We can stack the data to put the variables back on the rows.

When we stack the data, pandas defaults to dropping the NaNs. We can override this if we choose. If we do not pass an argument, it stacks the innermost index.

In [ ]:
# stack just one level
dogs_s = dogs_us.stack()       # stack shifts the columns to rows. 
dogs_s
In [ ]:
# stack two levels (and keep the missings)
dogs_s = dogs_us.stack(['dog', 'var'], dropna=False)
dogs_s

The data are back to 'long' form. Note that we have a series now, and not a DataFrame.

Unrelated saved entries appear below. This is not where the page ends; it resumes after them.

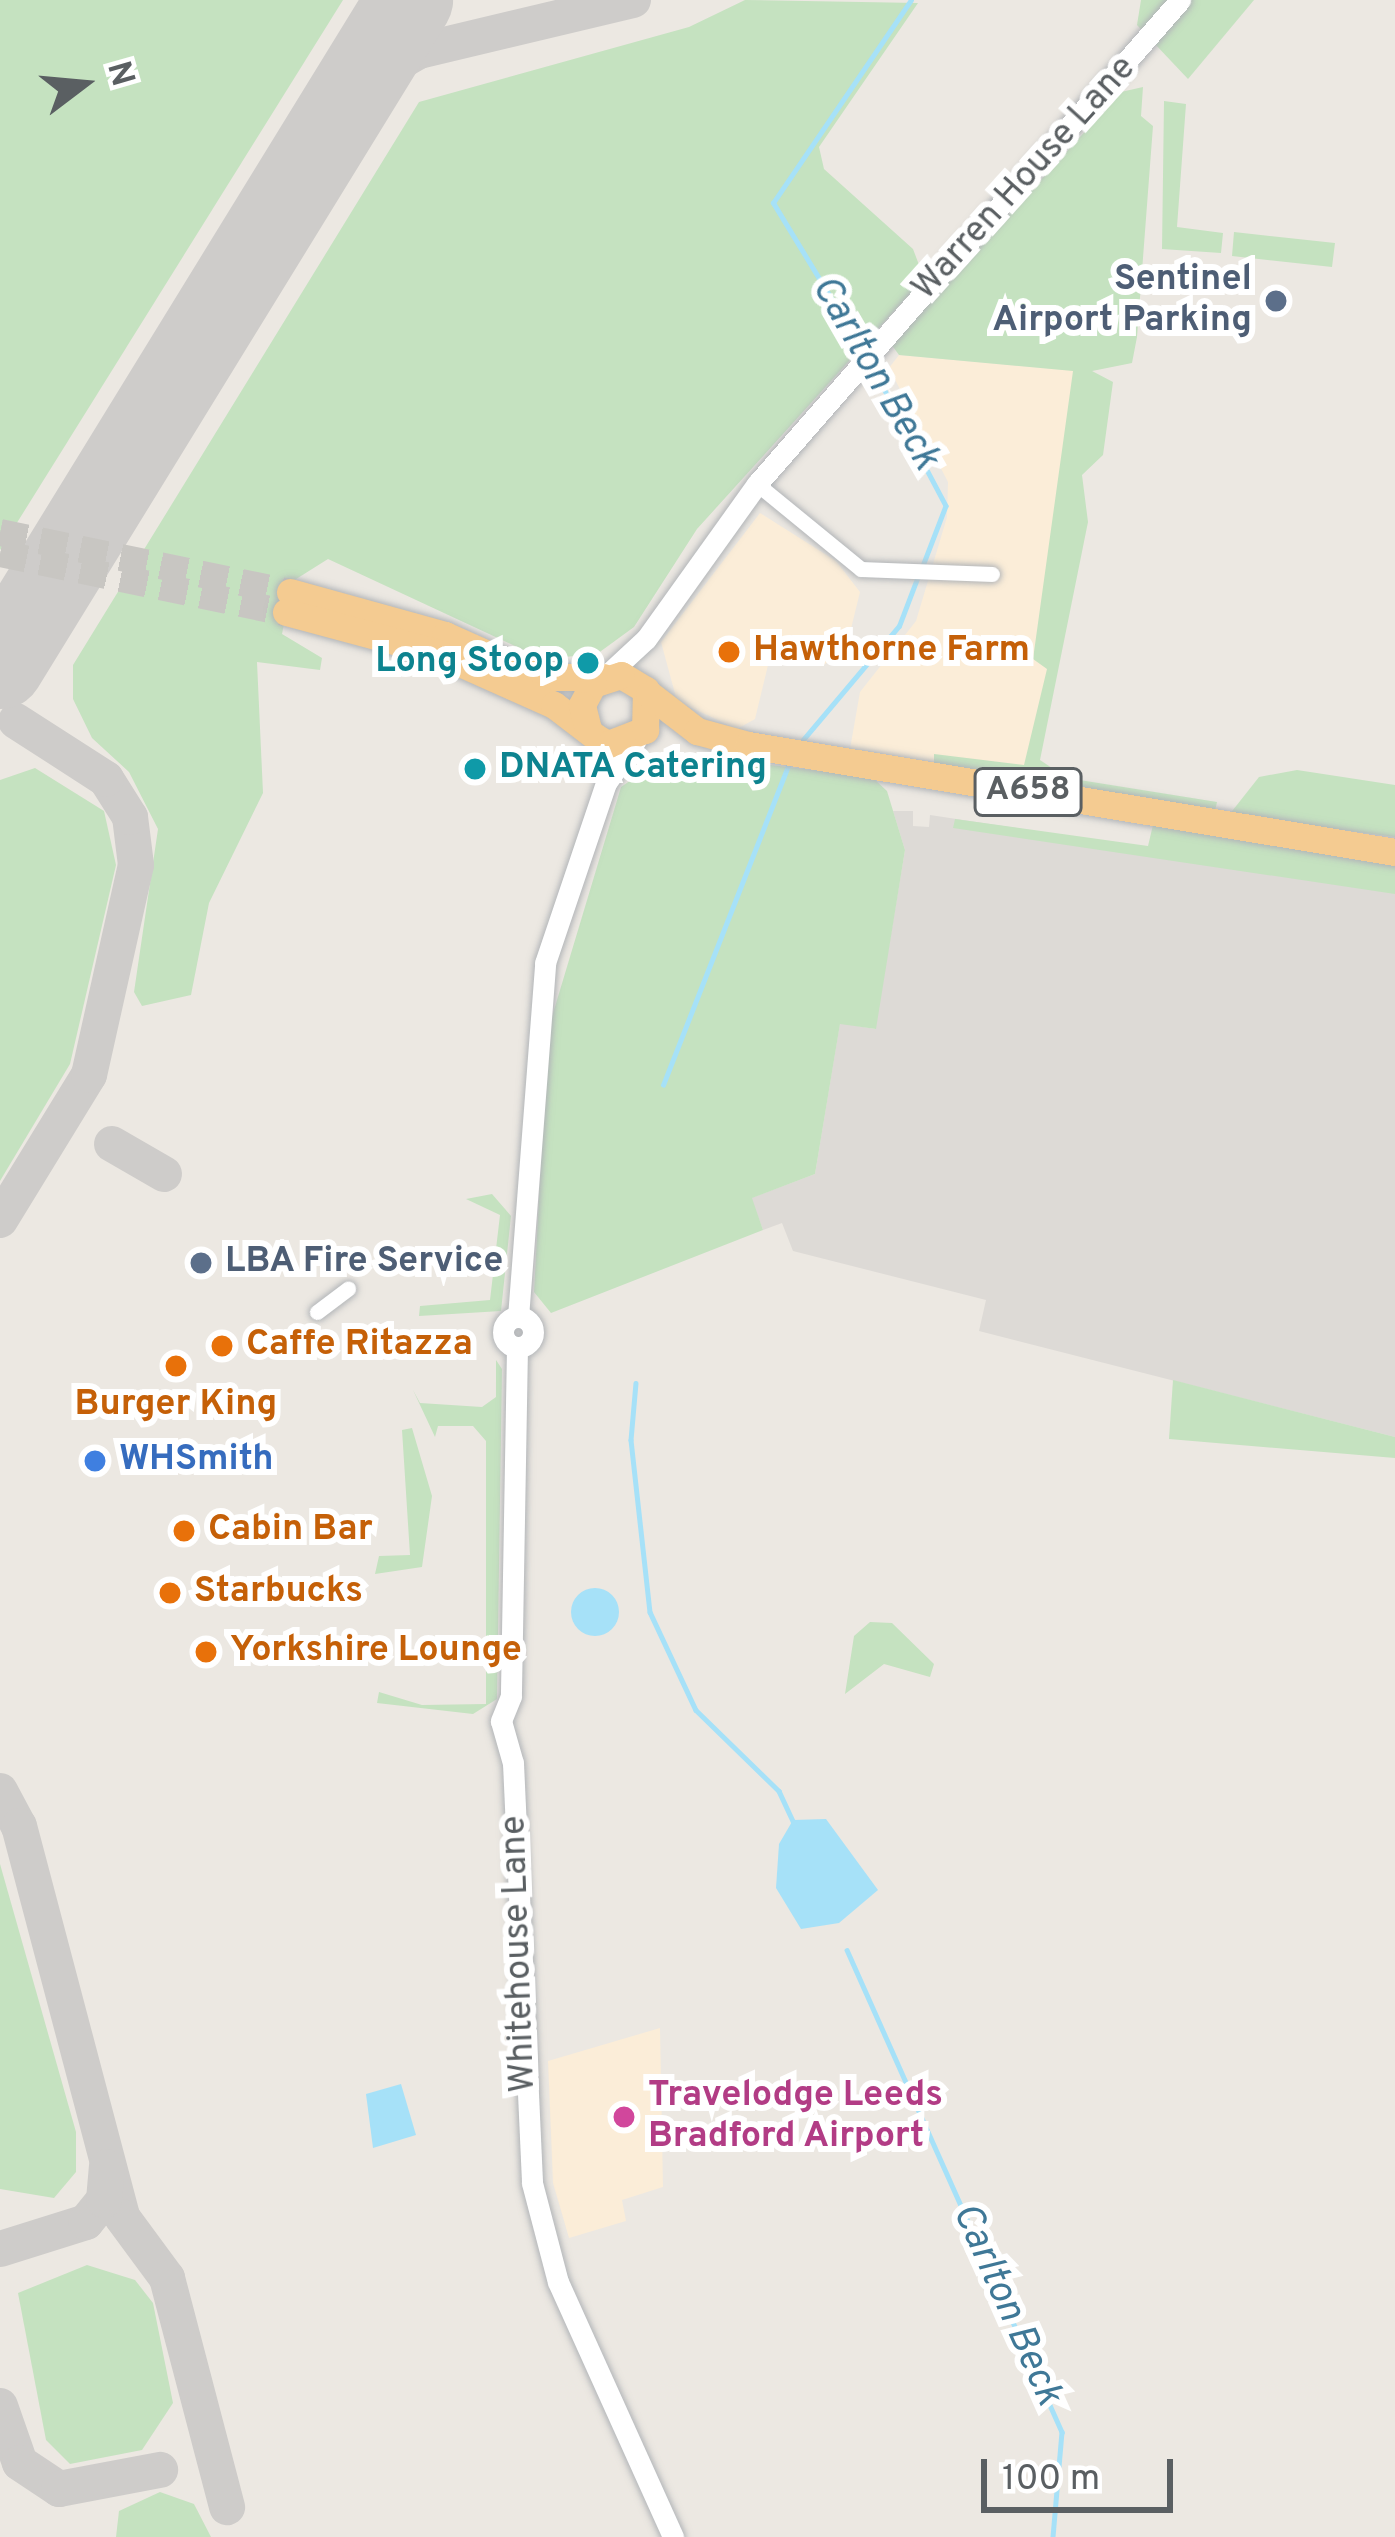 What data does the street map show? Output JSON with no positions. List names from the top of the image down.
{
  "streets": {
    "highway": ["A658"],
    "street": ["Warren House Lane", "Whitehouse Lane"]
  },
  "water": ["Carlton Beck"],
  "places": [
    "Sentinel Airport Parking",
    "Hawthorne Farm",
    "Long Stoop",
    "DNATA Catering",
    "LBA Fire Service",
    "Caffe Ritazza",
    "Burger King",
    "WHSmith",
    "Cabin Bar",
    "Starbucks",
    "Yorkshire Lounge",
    "Travelodge Leeds Bradford Airport"
  ],
  "scale_bar": "100 m",
  "north": "right"
}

I would like dog as the outermost index. Use the swaplevel() to swap two levels.

In [ ]:
dogs_s=dogs_s.swaplevel('dog', 'time')
dogs_s
In [ ]:
# and swap var for time, so time is the innermost index
dogs_s=dogs_s.swaplevel('var', 'time')
dogs_s
In [ ]:
# and give it a sorting...
dogs_s.sort_index(inplace=True)
dogs_s

Let's get this ready to save as long data, like it was when we read it in.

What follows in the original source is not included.